Worse yet, they have claimed the title of the least talked about team in town.
The much-expected trade of Mookie Betts in early February was the first flag of surrender hoisted by the local nine’s front office that calls Fenway Park home. Even though it facilitated the jettisoning of far from loved David Price as part of the deal with the Dodgers, the Sox still found a way to make themselves look silly in the process.
In his first significant move since being named Chief Baseball Officer – a title that couldn’t be more silly if they called him Grand Poobah and fitted him with a Fred Flintstone-like hat made of fur and horns – in October of 2019, Chaim Bloom pulled the trigger on the deal.
After initially agreeing to a package that included a beefy 22-year-old pitcher LA acquired from the Twins to seal the deal, Bloom balked, and like a 6-year-old at recess that felt he wronged, demanded a do-over.
Not exactly the best first impression for an executive with a made-up title in a town that already looks at ownership and management with an increasingly jaundiced eye, it at all.
The wackiness only got worse when they “mutually parted ways” with wunderkind manager Alex Cora from a cheating scandal that he supposedly was the mastermind behind it as a bench coach in Houston just before spring training.
However, he undoubtedly left his bag of tricks in Texas when he led the Red Sox to a World Series Championship during his first year in Boston in 2018 is what John Henry led ownership group would have you believe.
Nothing to see here, right?
Nevertheless, the sparingly little talk surrounding the Sox as they sink further from the minds of New England sports fans centers on Cora’s return to the manager’s office.
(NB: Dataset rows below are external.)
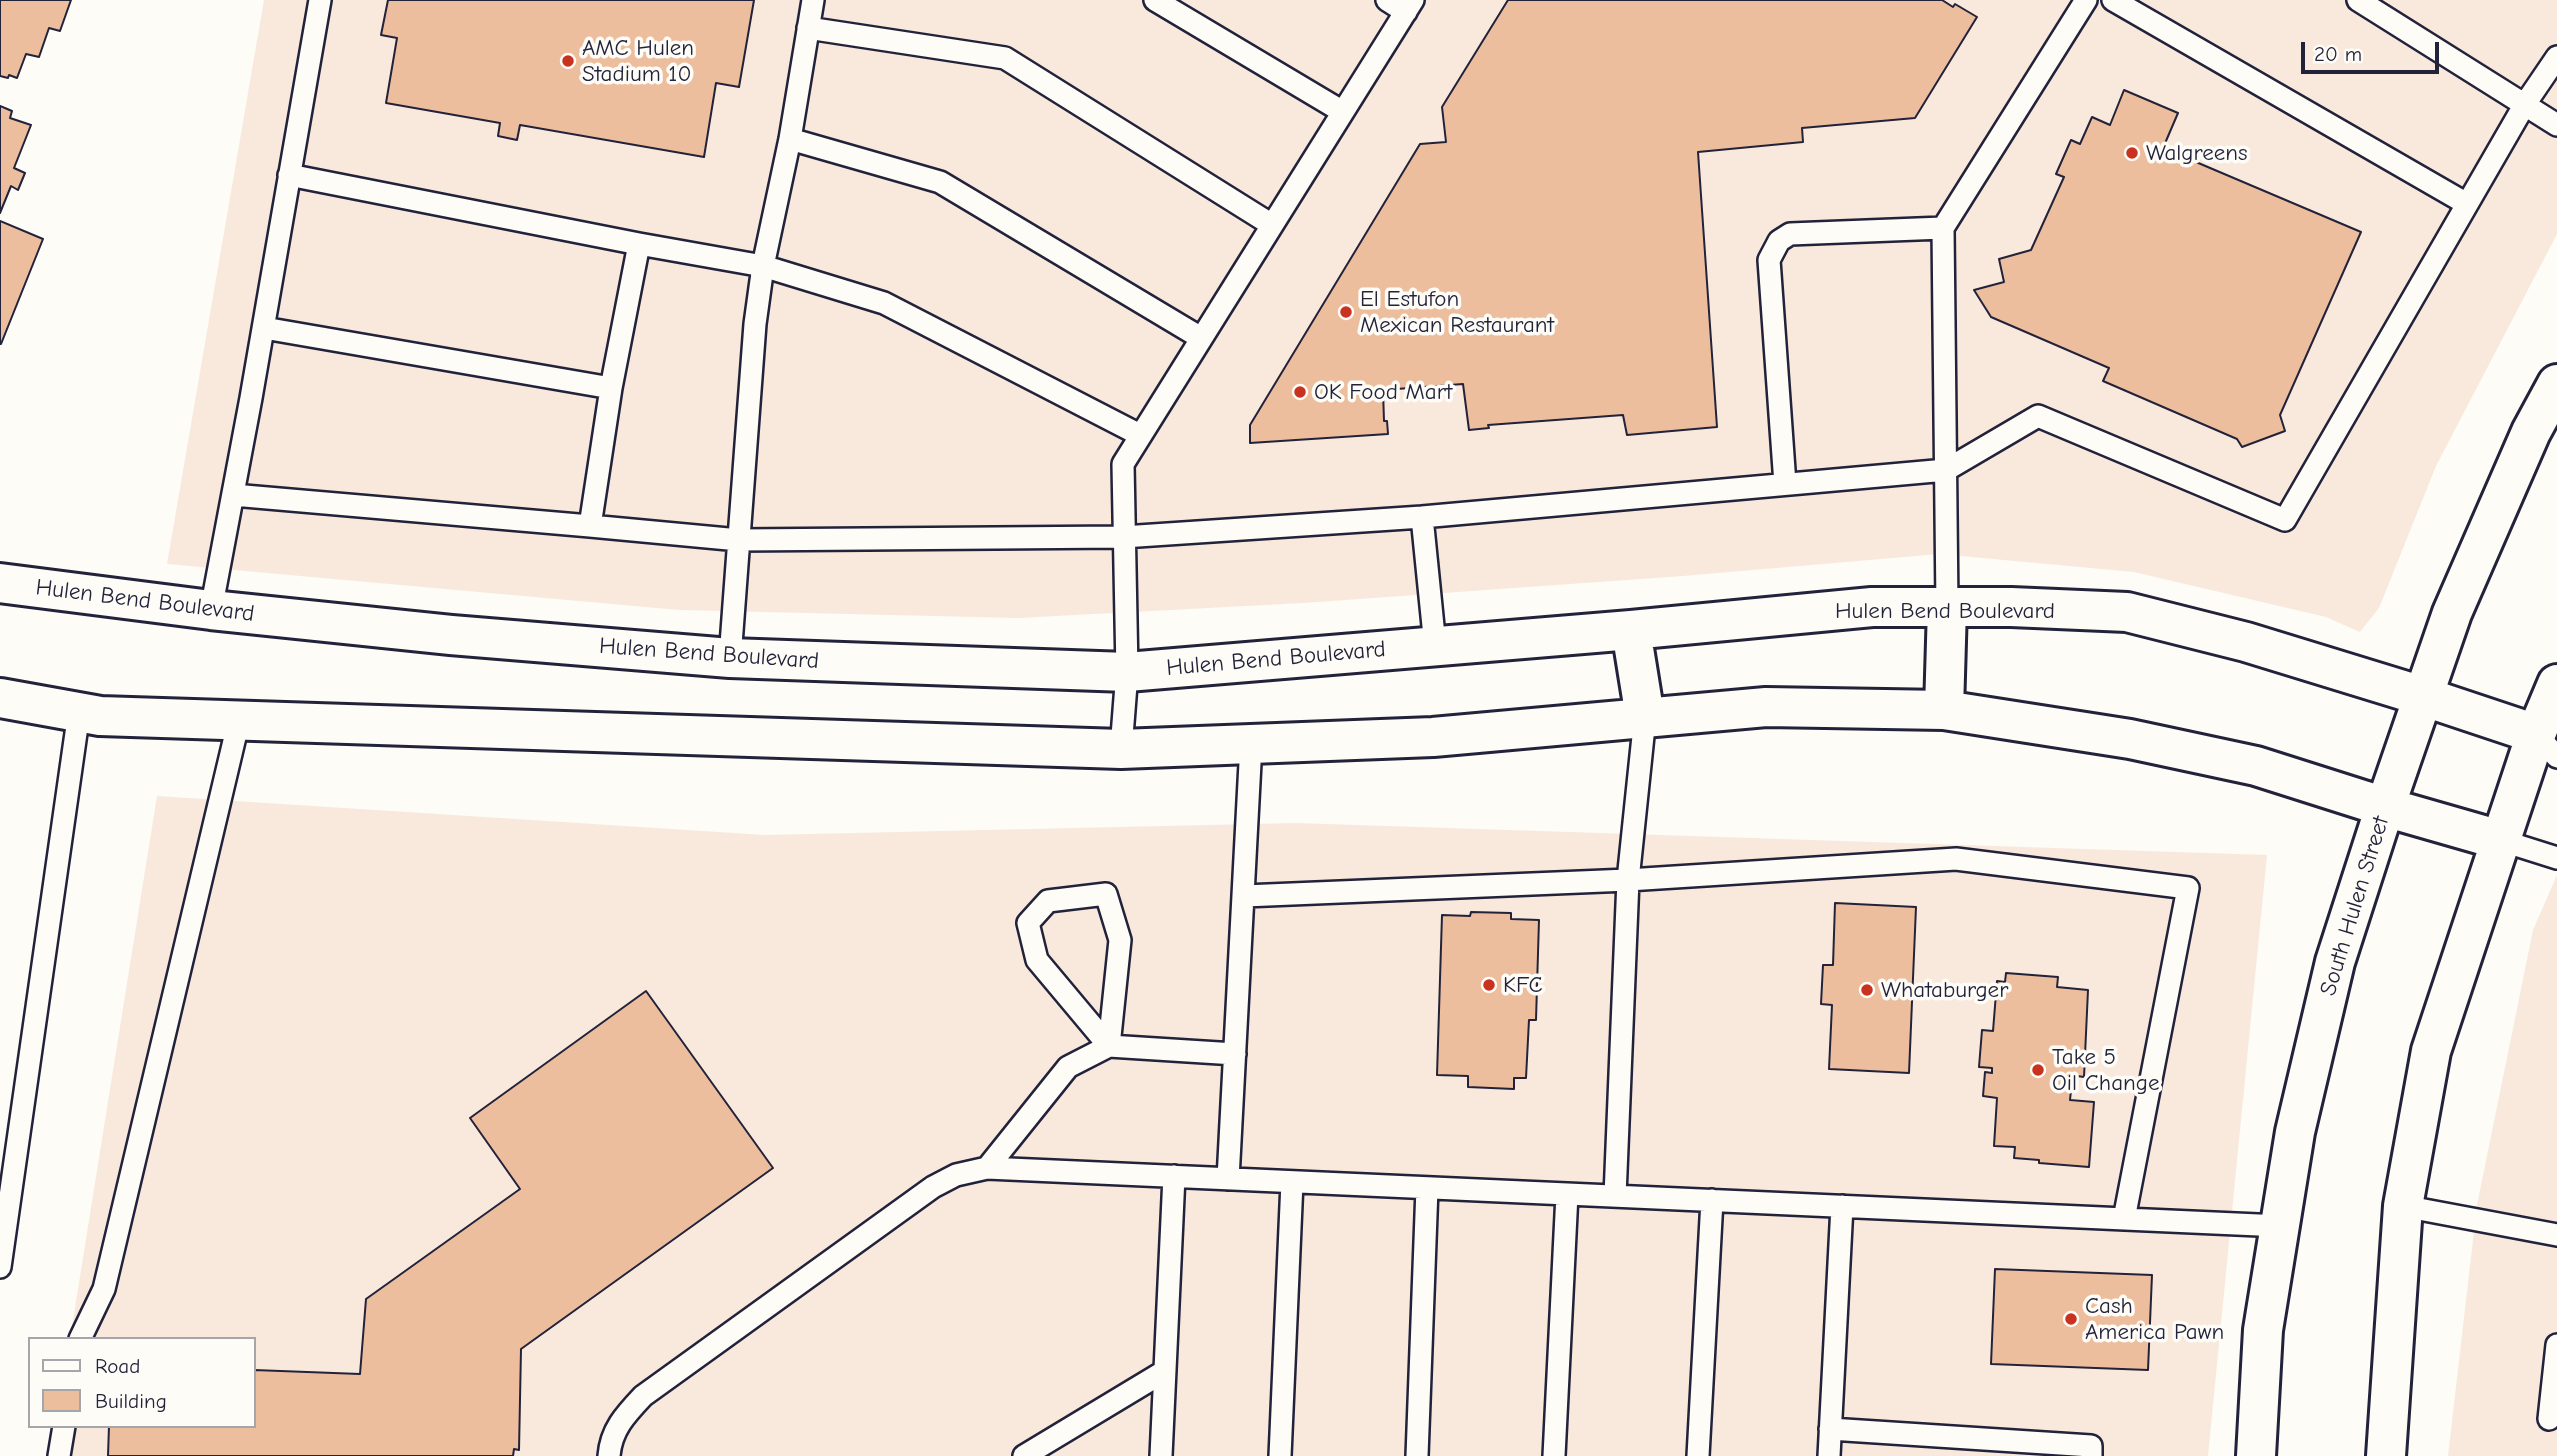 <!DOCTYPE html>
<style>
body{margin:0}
#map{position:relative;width:2557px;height:1456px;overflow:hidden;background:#fdfcf7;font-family:"Comic Neue",sans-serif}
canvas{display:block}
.legend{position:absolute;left:28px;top:1337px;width:228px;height:91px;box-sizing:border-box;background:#fdfcf7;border:2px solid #a5a5ac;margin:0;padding:9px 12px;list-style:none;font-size:21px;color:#22223b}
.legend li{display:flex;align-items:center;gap:14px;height:35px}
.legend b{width:35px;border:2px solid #a5a5ac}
.scale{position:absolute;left:2301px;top:42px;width:138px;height:32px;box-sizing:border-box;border:4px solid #22223b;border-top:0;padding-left:9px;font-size:21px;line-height:24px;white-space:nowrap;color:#22223b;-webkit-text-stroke:5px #fdfcf7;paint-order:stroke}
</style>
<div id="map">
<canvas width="2557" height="1456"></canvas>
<ul class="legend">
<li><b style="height:9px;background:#fdfcf7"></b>Road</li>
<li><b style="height:19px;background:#edbe9d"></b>Building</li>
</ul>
<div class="scale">20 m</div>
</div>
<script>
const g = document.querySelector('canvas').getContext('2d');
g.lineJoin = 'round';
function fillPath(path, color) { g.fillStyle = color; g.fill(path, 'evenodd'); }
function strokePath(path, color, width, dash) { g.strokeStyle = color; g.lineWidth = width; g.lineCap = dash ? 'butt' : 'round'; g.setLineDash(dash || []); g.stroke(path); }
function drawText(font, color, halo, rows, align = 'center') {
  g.font = font + ' "Comic Neue",sans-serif'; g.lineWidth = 7; g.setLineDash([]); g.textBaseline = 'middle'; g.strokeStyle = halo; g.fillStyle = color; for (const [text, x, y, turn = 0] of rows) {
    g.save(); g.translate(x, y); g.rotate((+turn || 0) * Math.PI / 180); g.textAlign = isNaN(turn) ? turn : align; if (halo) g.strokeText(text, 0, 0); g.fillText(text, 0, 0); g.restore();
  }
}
fillPath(new Path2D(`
 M264,0H2557V234L2436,466L2379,608L2360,632L2326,617L2134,572L1939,554L1683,576L1303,603L1018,618L679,610L167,564Z
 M157,796L765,835L1296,823L2267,855L2208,1456H51L55,1426H254V1339H70Z
 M2557,875V1456H2448L2477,1205L2533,930Z`), '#f8e9dc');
const building = new Path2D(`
 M0,0H71L60,31L49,28L39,57L26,54L17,78L9,75L8,78L0,76Z
 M388,0H754L739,87L716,83L704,157L520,125L517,140L498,136L500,123L386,103L397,38L381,35Z
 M1508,0H1942L1953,7L1955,4L1977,17L1915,118L1802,128L1803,142L1698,152L1717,427L1627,435L1623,415L1488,425L1489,428L1469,430L1463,384L1383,390L1384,421H1387L1388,434L1250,443V425L1420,144L1446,142L1442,107Z
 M2124,90L2178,113L2163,148L2361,232L2280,415L2285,431L2242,447L2237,439L2103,381L2109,368L1991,317L1974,290L2004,282L1999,259L2031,250L2064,177L2056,174L2071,140L2080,144L2092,117L2110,125Z
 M0,106L12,111L10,118L31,125L14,168L25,173L18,190L11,186L0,213Z
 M0,221L43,239L1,344H0Z
 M1835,903L1916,907L1909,1073L1829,1069L1832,1005L1821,1004L1823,965H1833Z
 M1471,912L1511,913V919L1539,920L1536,1020H1529L1526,1078H1514V1089L1468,1087V1076L1437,1075L1442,915L1470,916Z
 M2006,973L2058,977L2057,987L2088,990L2084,1077L2077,1076V1081L2072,1080L2070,1100L2094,1102L2089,1167L2039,1163V1160L2014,1158L2015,1147L1994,1146L1997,1098L1983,1096L1985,1072L1992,1073V1068L1979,1067L1982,1030L1993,1031L1997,981L2005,982Z
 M646,991L773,1168L521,1349L519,1450L514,1449L513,1456H108L109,1426H254V1370L360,1374L366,1299L520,1189L470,1118Z
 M1995,1269L2152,1275L2148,1370L1991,1364Z`);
fillPath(building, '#edbe9d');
strokePath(building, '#22223b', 2);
const lane = new Path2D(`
 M1155,0L1343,112
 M1387,0L1406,12
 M2113,0L2467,204
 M2358,0L2557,125
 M808,28L1005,58L1272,225
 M790,139L940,182L1201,338
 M289,175L639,244L763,266L884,303L1140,435
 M639,244L611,388L590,526L739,540L1123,537L1422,517L1435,646
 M264,328L611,388
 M1785,484L1769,260L1779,241L1790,234L1943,228
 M233,495L590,526
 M1422,517L1946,470L2038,416L2285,520L2525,104L2557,57
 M1947,607L1943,228L2086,0
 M211,610L251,398L320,0
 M730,658L755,324L763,266L790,139L813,0
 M2536,734L2557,757
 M1121,749L1127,672L1123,464L1413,0
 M2500,840L2557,858
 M1106,894L1120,940L1109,1046L1037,960L1028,923L1048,901Z
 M1244,896L1628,880L1956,859L2188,888L2124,1219
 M987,1168L1068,1067L1109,1046L1235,1054
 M1228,1179L1251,744
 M1615,1196L1628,880L1645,717
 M2403,1206L2557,1235
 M0,1267L79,712
 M80,1339L104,1289L239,720
 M2549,1419L2557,1345
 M1830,1429L2091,1446V1456
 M59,1456L64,1426
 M609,1456C611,1430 625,1415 643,1396L933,1187L956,1175L987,1168L2281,1226
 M1024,1456L1165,1371
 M1161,1456L1174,1176
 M1280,1456L1292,1182
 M1417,1456L1427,1188
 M1554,1456L1567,1194
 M1698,1456L1712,1200
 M1829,1456L1842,1206`);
const secondary = new Path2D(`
 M0,583L211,610L451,635L730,658L1127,672L1631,630L1872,607H2011L2127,612L2246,642L2422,696L2536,734
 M1631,630L1645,717
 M0,698L100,716L1121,749L1433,737L1766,707L1944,710L2130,739L2256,766L2385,807L2500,840
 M1944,710L1947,607
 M2256,1456L2263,1330L2295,1132L2335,962L2385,807L2452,613L2531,432L2557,384
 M2386,1456L2403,1206L2431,1051L2536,734L2557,684`);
strokePath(lane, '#22223b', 26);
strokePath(secondary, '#22223b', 44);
strokePath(lane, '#fdfcf7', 21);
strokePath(secondary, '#fdfcf7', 38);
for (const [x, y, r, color] of [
 [568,61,7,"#c8321e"],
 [2132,153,7,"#c8321e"],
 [1346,312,7,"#c8321e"],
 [1300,392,7,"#c8321e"],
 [1489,985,7,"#c8321e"],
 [1867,990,7,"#c8321e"],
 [2038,1070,7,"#c8321e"],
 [2071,1319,7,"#c8321e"]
]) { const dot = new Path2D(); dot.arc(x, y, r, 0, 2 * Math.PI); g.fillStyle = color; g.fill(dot); strokePath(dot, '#fdfcf7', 2.5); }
drawText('23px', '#22223b', '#fdfcf7', [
 ["AMC Hulen",582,48],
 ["Stadium 10",582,74],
 ["Walgreens",2146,153],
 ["El Estufon",1360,299],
 ["Mexican Restaurant",1360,325],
 ["OK Food Mart",1314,392],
 ["KFC",1503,985],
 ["Whataburger",1881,990],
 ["Take 5",2052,1057],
 ["Oil Change",2052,1083],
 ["Cash",2085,1306],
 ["America Pawn",2085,1332]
], 'left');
drawText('23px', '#22223b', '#fdfcf7', [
 ["Hulen Bend Boulevard",145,601,7],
 ["Hulen Bend Boulevard",1945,611],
 ["Hulen Bend Boulevard",709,654,4],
 ["Hulen Bend Boulevard",1276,659,-5],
 ["South Hulen Street",2355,906,-73]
]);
</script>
With a farm system that has yet to complete pouring a foundation for a massive rebuild, a pitching staff with more holes than it takes to fill Albert Hall, and an offense that’s been middling at best since ’18, if asked for advice, I would offer Cora one word.
Run as fast as you can from the team that sprinted away from you last spring.
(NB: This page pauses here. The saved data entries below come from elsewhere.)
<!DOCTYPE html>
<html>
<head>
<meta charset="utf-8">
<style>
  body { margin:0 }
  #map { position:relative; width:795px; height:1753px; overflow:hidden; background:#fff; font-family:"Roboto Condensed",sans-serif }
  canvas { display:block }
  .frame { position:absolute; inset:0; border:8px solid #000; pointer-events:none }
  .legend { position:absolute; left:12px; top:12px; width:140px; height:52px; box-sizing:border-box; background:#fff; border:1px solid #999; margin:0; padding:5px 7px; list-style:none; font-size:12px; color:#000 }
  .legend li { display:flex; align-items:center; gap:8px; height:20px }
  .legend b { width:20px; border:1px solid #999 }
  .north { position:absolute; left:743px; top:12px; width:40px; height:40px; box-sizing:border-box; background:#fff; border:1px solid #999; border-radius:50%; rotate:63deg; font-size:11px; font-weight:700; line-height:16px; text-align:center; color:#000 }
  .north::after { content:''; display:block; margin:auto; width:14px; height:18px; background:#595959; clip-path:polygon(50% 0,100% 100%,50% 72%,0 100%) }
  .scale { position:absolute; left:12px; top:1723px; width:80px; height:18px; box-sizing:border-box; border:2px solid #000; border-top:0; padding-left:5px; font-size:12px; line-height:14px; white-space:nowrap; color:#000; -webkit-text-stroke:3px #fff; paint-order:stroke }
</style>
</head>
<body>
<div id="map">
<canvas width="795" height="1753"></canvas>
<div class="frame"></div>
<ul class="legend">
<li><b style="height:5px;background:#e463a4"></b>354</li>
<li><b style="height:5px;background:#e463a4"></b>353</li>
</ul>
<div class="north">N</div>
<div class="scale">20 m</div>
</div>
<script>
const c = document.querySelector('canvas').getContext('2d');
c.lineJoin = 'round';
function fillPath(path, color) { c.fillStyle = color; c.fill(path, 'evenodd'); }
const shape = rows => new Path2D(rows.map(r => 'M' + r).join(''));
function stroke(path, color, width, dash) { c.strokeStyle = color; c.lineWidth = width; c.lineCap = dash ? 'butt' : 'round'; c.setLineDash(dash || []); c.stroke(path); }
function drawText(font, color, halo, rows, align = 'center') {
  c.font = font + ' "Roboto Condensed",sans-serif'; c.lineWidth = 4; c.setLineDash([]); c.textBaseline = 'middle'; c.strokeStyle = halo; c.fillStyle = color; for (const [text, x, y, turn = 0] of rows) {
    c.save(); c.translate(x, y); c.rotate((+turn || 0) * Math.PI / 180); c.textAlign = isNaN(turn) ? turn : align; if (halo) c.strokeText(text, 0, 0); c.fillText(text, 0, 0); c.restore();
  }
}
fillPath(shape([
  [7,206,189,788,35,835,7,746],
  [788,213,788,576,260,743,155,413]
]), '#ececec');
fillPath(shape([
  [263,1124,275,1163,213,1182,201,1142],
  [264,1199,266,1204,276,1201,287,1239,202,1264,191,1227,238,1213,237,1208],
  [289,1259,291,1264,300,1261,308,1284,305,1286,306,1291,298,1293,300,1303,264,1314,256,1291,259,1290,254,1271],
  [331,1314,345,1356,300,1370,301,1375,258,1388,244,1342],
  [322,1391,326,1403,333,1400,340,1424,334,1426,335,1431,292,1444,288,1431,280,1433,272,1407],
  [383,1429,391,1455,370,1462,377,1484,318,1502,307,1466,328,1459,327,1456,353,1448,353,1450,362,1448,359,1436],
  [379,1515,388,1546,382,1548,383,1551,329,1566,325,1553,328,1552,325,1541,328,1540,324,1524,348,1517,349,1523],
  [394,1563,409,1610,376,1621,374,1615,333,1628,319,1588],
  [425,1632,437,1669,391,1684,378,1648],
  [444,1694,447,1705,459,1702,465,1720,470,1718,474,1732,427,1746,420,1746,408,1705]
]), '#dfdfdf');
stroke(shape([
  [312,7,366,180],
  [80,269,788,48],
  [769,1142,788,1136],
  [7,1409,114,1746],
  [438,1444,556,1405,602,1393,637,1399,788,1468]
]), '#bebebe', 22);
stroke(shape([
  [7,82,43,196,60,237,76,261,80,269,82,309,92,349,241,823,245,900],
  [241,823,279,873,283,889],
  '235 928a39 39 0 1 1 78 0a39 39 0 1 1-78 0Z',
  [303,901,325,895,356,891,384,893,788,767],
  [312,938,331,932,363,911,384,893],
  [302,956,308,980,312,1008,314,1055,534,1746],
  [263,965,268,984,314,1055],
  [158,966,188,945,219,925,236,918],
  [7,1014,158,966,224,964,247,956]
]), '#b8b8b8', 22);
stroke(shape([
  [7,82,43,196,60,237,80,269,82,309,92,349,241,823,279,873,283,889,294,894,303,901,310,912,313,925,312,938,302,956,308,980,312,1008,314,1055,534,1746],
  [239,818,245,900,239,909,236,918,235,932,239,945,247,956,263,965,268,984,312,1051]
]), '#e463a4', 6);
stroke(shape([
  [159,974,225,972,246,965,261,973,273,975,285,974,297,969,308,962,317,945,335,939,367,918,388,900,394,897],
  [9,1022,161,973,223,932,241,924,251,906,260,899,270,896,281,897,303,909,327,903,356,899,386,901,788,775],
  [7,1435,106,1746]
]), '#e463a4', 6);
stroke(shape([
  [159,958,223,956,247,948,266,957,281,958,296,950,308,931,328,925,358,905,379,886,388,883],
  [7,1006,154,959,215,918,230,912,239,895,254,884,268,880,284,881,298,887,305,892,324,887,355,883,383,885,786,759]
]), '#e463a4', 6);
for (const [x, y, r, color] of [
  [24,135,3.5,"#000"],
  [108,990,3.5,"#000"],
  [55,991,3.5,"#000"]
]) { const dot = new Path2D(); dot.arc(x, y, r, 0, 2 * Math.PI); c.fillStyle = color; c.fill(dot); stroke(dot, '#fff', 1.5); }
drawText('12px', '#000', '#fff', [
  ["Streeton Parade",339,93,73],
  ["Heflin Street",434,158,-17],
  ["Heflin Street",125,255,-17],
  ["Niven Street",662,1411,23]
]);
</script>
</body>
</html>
The road to redemption for the Red Sox is likely to be a rocky one. Yet the apathy for the club that plays in the lyric little bandbox of a ballpark can only be expected to continue to grow.
To paraphrase the immortal Dean Wormer, returning to a club that is years from contention and many think cheated their way to a championship when you were the skipper is no way to rebuild your career, son.